Source material:
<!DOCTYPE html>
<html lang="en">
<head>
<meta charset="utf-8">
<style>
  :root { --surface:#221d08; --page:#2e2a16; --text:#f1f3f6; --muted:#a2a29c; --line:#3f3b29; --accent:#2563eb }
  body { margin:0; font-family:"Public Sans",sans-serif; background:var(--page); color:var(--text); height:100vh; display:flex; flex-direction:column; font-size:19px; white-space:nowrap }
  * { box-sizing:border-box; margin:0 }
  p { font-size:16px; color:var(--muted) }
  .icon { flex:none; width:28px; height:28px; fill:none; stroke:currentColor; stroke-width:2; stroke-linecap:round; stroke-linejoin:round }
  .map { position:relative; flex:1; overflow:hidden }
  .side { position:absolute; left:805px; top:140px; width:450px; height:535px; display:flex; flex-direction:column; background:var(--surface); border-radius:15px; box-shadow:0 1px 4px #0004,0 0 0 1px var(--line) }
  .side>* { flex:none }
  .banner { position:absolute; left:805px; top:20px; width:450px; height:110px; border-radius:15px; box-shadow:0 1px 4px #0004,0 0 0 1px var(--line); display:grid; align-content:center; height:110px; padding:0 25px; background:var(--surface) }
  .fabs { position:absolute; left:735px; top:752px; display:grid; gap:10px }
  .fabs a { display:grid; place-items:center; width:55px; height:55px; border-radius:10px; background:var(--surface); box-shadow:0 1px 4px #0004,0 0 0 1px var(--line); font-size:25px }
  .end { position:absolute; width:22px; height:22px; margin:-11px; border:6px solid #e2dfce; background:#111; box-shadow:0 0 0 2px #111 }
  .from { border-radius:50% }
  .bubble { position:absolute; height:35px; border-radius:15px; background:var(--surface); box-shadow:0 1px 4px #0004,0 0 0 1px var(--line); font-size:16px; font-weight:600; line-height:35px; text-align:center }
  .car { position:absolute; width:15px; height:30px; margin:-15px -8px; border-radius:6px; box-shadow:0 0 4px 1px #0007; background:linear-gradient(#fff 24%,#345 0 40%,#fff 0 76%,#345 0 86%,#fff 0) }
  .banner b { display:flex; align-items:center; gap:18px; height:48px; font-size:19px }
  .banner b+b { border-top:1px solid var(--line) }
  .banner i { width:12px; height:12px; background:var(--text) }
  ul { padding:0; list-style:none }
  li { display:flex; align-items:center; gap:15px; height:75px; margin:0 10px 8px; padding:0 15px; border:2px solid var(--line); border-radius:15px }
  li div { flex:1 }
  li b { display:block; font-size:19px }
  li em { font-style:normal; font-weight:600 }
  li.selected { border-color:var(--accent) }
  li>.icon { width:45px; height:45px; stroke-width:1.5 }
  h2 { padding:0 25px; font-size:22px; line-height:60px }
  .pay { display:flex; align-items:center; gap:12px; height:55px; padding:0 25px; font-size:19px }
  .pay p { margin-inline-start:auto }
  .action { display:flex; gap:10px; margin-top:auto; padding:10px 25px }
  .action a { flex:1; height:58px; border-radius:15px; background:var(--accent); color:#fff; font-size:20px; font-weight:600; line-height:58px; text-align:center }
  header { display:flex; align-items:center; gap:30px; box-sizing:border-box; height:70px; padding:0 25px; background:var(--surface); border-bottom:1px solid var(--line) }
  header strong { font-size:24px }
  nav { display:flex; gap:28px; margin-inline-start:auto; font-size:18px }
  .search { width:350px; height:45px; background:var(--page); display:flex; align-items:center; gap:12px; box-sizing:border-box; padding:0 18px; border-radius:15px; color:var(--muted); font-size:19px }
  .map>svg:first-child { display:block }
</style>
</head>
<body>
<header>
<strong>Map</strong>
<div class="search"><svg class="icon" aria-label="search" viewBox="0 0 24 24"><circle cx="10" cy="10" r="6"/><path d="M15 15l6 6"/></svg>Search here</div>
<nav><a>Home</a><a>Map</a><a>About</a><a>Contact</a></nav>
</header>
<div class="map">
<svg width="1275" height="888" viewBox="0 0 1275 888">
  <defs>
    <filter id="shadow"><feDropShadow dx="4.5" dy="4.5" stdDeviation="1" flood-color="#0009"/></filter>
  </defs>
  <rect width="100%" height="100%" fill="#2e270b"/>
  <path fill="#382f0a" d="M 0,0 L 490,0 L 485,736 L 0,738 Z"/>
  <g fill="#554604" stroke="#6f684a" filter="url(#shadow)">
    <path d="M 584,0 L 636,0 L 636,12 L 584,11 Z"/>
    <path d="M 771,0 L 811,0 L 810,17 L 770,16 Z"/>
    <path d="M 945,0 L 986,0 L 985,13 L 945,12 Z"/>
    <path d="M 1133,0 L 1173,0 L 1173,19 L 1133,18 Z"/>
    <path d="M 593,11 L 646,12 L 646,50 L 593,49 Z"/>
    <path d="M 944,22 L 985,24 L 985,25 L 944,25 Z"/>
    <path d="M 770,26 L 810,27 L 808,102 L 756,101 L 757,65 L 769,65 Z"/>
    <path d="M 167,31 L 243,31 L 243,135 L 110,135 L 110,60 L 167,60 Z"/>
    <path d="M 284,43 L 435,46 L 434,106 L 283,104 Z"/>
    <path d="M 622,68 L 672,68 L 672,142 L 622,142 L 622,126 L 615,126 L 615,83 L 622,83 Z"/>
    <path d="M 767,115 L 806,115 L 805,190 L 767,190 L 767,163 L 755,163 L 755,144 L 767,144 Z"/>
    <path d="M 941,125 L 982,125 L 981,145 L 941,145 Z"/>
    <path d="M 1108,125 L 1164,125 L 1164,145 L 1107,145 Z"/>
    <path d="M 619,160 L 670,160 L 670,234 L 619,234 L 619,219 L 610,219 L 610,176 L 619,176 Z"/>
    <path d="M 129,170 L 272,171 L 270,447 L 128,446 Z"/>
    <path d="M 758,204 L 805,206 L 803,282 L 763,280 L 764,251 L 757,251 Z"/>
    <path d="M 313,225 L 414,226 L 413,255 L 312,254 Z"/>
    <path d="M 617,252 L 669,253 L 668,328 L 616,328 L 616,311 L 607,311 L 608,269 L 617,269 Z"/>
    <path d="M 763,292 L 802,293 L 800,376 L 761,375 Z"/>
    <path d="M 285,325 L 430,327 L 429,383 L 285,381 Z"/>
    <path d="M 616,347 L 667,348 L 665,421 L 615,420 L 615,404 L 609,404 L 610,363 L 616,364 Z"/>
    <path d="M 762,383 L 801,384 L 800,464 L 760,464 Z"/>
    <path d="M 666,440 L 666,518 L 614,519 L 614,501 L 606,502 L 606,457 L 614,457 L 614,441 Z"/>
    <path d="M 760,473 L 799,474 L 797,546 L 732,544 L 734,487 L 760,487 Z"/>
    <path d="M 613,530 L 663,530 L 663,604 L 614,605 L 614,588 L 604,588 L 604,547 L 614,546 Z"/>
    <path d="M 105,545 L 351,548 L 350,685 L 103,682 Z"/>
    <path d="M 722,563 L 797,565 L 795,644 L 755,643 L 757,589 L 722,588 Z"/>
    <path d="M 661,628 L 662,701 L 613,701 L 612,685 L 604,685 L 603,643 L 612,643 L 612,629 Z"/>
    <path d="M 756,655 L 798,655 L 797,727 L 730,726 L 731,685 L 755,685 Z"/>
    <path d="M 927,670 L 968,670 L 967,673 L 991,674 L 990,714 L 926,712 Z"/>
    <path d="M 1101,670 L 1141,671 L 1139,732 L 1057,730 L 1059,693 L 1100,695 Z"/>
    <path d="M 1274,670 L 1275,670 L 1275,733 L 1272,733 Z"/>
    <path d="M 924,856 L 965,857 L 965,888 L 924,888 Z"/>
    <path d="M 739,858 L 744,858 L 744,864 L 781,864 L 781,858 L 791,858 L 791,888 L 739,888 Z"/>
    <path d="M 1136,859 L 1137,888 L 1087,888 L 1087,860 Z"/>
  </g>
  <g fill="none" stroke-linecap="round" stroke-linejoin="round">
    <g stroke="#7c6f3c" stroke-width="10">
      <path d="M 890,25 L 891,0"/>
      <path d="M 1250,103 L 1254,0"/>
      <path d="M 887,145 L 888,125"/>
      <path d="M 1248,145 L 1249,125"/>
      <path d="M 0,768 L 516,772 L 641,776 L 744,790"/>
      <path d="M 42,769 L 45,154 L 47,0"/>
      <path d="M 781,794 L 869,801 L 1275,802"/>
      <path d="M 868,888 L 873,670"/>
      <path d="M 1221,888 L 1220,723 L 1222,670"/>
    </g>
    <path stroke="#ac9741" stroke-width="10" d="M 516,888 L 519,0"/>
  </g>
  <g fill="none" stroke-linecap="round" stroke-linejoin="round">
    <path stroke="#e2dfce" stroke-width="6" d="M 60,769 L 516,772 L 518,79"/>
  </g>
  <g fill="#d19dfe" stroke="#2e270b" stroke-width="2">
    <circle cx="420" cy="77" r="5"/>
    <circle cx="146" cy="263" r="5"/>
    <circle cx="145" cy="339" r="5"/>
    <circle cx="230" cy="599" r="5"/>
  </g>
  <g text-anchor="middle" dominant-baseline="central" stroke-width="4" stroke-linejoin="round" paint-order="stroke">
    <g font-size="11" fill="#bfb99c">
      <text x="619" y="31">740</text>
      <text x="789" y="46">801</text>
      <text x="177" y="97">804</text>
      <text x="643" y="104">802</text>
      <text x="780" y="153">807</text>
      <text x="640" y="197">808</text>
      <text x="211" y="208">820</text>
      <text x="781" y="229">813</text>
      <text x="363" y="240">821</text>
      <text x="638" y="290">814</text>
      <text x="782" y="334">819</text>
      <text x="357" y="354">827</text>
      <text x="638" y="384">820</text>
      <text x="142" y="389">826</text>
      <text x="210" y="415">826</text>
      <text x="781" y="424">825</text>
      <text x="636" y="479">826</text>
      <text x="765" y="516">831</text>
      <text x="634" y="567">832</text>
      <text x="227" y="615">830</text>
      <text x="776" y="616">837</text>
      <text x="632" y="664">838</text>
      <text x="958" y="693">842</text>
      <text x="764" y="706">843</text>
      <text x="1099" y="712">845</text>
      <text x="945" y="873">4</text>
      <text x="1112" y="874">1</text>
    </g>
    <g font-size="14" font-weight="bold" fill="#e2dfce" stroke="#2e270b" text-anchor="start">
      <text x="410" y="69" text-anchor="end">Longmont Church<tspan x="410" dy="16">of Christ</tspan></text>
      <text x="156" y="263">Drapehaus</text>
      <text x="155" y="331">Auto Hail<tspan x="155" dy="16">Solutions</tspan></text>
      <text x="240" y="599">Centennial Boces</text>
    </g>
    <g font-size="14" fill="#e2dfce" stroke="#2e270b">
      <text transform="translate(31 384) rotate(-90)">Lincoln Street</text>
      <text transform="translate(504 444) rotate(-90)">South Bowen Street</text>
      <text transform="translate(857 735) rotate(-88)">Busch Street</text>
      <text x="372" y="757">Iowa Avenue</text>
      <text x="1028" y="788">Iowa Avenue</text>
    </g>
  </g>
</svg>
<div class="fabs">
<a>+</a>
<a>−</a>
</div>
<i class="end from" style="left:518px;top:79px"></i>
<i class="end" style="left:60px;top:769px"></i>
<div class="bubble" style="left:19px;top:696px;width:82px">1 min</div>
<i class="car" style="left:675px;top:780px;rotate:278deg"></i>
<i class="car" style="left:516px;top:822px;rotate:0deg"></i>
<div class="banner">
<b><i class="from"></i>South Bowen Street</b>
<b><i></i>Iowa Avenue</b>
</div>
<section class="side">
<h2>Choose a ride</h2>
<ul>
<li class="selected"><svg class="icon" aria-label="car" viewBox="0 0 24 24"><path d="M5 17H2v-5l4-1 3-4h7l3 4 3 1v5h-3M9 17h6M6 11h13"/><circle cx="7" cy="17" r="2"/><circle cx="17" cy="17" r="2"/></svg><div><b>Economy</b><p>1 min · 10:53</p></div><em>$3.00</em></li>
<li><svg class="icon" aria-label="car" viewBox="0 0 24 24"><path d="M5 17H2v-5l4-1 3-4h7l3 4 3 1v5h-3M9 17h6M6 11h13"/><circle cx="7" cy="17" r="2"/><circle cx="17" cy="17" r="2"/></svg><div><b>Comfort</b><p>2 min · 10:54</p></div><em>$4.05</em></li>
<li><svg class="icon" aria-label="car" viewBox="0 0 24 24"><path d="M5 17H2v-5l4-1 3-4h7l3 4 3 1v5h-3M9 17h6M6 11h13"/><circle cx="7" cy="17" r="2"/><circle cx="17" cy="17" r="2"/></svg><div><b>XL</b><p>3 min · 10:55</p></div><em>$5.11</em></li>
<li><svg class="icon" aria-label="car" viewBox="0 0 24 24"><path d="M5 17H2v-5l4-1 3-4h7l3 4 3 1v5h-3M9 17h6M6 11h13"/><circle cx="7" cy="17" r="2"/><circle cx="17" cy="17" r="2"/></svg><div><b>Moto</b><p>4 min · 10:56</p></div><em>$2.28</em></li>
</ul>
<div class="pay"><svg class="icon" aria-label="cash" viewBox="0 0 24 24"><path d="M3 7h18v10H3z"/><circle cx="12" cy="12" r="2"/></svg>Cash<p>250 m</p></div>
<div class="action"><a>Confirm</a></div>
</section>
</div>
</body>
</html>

Work order:
Provide the number of lines above containing "strong" and nothing else.

Solution to the exercise:
2